Input data section start

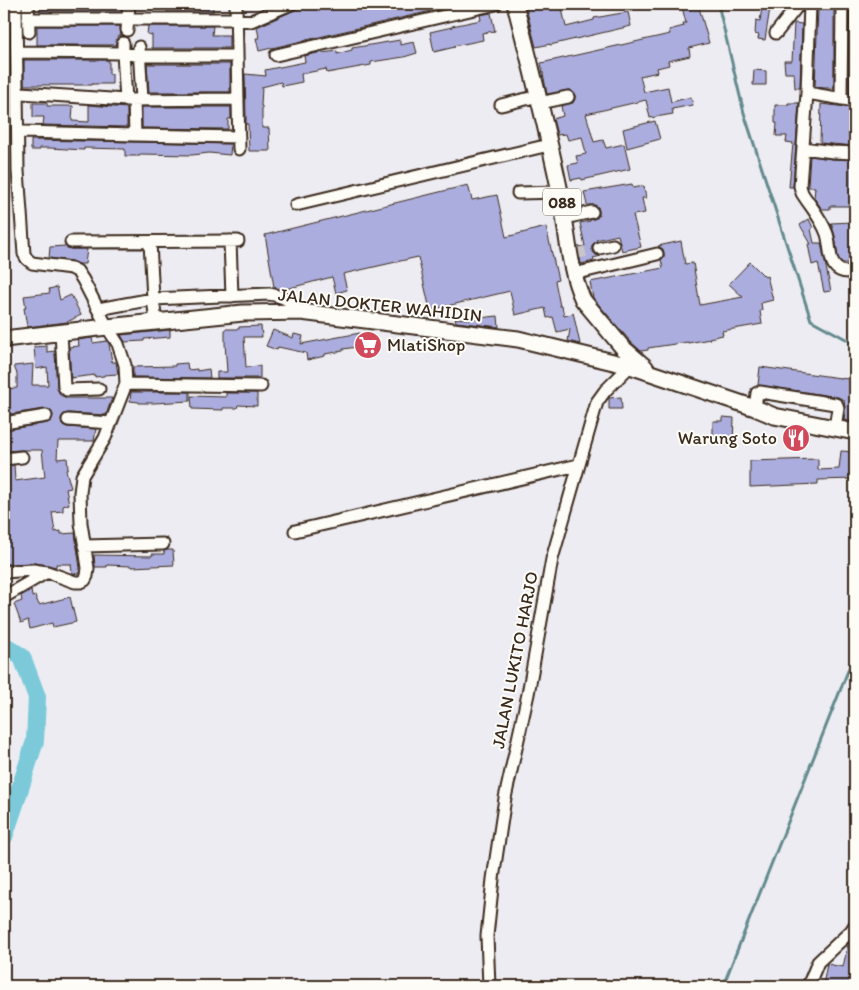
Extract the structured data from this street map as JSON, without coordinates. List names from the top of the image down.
{
  "streets": {
    "main road": ["088", "JALAN DOKTER WAHIDIN"],
    "street": ["JALAN LUKITO HARJO"]
  },
  "crossings": [
    ["088", "JALAN DOKTER WAHIDIN"],
    ["088", "JALAN LUKITO HARJO"],
    ["JALAN DOKTER WAHIDIN", "JALAN LUKITO HARJO"]
  ],
  "places": {
    "supermarket": ["MlatiShop"],
    "restaurant": ["Warung Soto"]
  }
}
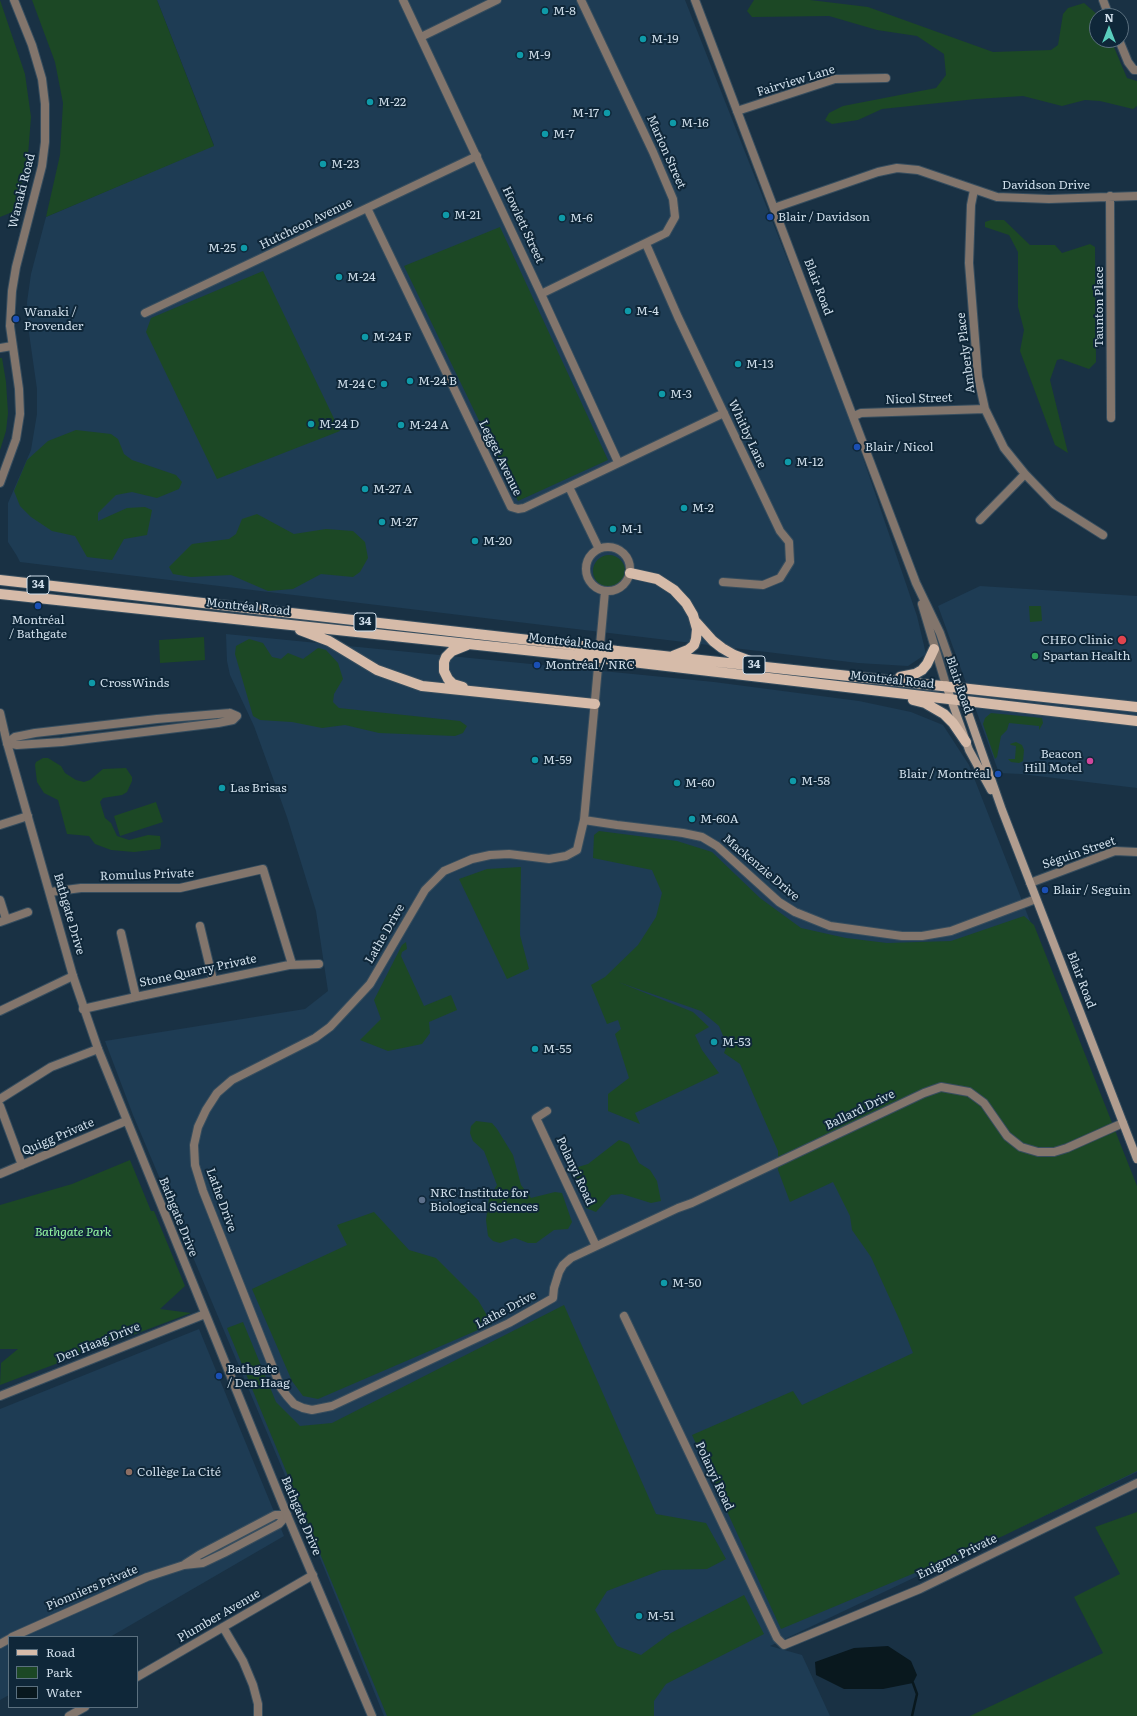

Input data section end

### What to do
Exclude the pictures. Write out the remaining data exactly.

### Answer section
Extract the structured data from this street map as JSON, without coordinates. List names from the top of the image down.
{
  "streets": {
    "main road": ["088", "JALAN DOKTER WAHIDIN"],
    "street": ["JALAN LUKITO HARJO"]
  },
  "crossings": [
    ["088", "JALAN DOKTER WAHIDIN"],
    ["088", "JALAN LUKITO HARJO"],
    ["JALAN DOKTER WAHIDIN", "JALAN LUKITO HARJO"]
  ],
  "places": {
    "supermarket": ["MlatiShop"],
    "restaurant": ["Warung Soto"]
  }
}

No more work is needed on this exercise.